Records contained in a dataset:
Start of Block

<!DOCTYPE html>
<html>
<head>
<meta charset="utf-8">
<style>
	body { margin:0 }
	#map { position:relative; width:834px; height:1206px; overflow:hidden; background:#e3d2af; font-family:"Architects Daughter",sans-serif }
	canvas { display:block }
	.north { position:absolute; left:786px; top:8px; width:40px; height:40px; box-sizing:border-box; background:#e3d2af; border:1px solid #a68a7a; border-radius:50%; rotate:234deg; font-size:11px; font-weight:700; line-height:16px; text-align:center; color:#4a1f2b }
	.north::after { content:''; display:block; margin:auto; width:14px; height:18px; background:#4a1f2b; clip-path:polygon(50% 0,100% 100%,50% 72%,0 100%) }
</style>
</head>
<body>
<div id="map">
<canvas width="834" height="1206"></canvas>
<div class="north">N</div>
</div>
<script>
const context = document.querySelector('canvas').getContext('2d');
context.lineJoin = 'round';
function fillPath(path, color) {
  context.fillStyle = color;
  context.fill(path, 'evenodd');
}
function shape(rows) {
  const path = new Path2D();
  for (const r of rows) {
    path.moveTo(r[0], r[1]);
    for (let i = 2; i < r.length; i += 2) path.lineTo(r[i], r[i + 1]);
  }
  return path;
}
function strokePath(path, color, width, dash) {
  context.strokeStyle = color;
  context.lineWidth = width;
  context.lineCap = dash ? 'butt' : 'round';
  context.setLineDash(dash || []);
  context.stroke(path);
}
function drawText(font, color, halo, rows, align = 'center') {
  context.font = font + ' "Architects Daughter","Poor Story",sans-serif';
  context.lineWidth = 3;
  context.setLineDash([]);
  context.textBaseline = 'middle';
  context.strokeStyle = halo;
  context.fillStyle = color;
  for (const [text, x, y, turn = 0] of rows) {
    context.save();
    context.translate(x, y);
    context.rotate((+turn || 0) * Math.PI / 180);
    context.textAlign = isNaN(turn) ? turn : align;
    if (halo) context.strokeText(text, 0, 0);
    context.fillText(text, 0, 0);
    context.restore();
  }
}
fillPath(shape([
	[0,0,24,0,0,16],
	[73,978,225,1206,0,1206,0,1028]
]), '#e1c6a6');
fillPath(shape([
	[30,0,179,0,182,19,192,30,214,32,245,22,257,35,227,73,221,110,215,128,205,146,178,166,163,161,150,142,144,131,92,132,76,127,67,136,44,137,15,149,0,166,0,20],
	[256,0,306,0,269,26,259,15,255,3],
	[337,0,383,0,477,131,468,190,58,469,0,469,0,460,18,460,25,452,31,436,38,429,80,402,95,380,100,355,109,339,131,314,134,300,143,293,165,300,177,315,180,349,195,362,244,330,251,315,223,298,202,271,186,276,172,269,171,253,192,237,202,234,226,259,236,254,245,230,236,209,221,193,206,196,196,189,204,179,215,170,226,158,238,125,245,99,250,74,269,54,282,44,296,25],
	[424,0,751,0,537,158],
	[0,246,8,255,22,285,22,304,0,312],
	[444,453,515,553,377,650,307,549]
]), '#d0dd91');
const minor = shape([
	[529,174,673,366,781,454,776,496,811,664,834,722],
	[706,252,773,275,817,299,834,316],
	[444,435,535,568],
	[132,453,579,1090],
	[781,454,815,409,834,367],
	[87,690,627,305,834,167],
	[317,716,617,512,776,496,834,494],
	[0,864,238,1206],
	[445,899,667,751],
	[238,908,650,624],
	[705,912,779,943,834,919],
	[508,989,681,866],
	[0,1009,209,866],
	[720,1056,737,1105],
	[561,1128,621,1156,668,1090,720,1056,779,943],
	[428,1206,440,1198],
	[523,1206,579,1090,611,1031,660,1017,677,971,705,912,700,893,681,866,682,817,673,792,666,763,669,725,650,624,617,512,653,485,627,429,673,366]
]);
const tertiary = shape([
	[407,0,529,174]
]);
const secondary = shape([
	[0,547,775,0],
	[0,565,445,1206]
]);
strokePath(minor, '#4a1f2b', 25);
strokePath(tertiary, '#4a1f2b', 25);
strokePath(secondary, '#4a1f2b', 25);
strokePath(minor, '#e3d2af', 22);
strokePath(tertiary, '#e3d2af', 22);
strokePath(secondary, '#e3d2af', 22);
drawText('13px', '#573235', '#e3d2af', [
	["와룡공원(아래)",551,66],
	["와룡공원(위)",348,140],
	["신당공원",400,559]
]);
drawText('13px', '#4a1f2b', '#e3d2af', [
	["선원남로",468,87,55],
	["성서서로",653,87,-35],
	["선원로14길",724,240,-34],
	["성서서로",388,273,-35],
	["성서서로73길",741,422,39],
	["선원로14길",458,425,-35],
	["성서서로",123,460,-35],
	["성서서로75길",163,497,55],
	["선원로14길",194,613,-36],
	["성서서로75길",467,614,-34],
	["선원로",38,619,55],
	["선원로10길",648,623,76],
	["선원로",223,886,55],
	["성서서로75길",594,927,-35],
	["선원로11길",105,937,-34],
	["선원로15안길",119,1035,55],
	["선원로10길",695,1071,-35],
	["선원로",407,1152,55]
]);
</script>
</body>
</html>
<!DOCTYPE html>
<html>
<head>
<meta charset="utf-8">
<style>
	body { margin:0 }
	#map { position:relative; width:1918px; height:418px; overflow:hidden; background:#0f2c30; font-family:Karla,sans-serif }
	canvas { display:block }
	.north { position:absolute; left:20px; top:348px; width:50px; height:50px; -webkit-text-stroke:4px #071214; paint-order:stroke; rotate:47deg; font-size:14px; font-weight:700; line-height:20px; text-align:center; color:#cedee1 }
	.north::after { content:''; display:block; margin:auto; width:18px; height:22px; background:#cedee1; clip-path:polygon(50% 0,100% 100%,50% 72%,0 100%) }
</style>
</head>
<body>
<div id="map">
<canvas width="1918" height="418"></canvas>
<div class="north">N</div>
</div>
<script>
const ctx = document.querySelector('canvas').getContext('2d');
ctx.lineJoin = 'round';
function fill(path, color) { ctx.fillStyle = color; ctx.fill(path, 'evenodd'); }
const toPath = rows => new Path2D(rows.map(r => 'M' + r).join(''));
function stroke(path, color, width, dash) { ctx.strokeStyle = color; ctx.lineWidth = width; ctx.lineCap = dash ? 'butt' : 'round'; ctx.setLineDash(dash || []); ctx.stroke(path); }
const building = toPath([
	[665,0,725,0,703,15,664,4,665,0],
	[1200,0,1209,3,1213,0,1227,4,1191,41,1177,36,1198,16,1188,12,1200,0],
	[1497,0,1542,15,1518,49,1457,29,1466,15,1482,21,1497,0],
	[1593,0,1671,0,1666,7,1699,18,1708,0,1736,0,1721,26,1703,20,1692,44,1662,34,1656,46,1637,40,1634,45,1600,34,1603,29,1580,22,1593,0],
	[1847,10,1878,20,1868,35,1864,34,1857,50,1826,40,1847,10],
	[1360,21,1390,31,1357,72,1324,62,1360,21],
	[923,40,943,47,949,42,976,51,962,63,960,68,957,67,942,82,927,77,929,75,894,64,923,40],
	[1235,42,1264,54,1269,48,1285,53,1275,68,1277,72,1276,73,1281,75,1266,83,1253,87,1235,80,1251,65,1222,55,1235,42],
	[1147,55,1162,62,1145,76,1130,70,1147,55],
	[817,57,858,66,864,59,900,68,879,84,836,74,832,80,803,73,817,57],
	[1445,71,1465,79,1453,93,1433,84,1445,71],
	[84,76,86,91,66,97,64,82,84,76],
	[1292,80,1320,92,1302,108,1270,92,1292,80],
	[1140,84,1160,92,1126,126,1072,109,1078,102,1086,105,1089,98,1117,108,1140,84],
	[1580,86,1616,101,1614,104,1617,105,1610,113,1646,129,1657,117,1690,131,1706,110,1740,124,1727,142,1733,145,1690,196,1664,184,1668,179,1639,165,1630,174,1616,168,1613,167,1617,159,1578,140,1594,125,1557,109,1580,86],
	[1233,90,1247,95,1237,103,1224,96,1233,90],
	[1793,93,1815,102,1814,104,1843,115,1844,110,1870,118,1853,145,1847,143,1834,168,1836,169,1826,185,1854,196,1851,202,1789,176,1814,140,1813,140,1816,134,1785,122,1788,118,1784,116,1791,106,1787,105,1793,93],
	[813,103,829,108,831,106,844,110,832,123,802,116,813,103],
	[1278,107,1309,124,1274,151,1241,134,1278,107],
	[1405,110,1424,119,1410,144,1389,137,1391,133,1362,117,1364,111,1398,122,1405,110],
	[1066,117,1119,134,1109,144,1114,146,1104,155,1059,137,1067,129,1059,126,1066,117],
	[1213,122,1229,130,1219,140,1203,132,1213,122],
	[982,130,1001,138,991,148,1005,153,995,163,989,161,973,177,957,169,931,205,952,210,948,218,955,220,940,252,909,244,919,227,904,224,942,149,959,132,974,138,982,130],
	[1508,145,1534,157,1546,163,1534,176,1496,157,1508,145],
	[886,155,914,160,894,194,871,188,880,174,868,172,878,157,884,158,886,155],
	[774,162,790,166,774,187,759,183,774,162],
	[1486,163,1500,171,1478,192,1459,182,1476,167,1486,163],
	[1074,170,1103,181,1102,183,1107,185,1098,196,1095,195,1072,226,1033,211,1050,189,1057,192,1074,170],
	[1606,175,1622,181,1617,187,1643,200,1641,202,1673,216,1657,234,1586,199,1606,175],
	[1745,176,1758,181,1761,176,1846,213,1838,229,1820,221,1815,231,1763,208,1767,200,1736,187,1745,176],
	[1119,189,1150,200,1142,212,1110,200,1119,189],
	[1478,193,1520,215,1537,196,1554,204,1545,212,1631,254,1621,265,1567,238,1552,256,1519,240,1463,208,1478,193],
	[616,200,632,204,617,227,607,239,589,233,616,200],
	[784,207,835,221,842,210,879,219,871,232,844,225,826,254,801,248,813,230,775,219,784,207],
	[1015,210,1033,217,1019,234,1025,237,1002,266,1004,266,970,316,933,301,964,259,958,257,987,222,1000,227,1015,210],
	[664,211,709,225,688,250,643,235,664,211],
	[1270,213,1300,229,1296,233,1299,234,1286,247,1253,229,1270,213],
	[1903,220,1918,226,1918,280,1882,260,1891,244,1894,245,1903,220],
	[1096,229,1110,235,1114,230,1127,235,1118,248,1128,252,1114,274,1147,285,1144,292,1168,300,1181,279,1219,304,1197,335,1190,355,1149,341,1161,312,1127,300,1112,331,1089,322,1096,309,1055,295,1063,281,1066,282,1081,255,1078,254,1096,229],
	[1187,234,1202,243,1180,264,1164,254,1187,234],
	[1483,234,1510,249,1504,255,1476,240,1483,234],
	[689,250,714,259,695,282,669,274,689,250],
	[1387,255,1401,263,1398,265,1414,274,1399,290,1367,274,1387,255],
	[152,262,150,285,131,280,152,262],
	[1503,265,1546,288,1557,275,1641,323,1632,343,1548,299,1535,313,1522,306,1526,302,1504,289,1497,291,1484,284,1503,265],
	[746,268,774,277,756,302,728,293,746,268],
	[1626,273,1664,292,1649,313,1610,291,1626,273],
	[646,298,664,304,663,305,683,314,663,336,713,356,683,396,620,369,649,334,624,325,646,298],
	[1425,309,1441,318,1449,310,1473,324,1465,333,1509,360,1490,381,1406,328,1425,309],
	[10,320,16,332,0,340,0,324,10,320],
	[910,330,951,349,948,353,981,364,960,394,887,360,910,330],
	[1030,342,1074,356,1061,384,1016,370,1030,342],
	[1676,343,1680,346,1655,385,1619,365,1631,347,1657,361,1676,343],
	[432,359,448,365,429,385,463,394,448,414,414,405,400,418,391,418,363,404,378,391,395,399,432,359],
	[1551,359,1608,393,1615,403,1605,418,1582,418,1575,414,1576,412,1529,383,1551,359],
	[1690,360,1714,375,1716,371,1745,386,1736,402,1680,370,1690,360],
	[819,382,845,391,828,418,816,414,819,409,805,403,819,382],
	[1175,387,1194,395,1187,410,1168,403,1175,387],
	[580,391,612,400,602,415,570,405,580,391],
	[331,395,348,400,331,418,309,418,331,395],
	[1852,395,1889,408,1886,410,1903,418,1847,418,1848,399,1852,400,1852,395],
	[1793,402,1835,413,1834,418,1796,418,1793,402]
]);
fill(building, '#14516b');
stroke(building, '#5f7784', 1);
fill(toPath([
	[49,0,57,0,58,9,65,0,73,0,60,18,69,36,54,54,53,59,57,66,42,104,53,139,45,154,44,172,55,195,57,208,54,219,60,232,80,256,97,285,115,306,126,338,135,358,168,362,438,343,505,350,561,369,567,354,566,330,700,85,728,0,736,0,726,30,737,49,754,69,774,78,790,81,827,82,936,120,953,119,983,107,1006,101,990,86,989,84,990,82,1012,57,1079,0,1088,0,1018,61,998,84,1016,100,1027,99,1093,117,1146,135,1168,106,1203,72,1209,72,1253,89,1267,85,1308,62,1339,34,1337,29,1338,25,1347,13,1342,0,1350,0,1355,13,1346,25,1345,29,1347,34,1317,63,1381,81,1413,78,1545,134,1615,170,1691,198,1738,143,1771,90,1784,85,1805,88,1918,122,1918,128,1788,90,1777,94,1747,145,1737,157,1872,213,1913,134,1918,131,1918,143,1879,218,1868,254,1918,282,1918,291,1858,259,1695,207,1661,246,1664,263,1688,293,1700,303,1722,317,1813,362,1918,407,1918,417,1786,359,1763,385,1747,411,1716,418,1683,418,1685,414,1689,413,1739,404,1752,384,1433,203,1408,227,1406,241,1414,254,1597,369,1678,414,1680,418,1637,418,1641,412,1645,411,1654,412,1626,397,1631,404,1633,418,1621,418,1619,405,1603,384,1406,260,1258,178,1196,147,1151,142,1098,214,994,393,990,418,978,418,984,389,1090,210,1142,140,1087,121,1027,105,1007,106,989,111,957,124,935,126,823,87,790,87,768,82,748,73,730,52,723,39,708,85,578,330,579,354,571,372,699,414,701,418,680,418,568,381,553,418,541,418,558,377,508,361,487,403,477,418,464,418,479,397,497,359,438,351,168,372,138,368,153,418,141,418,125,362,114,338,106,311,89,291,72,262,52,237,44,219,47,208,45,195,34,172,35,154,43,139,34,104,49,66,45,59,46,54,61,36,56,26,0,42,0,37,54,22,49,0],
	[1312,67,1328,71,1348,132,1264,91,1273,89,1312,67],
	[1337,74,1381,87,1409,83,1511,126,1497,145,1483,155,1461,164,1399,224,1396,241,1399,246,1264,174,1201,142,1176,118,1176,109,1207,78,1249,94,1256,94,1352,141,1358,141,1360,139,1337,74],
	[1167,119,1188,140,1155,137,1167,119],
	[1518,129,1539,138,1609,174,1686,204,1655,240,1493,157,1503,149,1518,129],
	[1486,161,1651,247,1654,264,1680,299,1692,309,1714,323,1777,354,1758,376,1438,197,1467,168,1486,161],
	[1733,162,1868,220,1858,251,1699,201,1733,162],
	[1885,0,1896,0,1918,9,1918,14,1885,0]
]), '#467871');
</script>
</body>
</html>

End of Block

● WHAT TO DO: Retype the entries above exactly, but only from the line containing "ctx.lineJoin = 'round';" through the line containing "const toPath = rows", both included.

● REPLY:
ctx.lineJoin = 'round';
function fill(path, color) { ctx.fillStyle = color; ctx.fill(path, 'evenodd'); }
const toPath = rows => new Path2D(rows.map(r => 'M' + r).join(''));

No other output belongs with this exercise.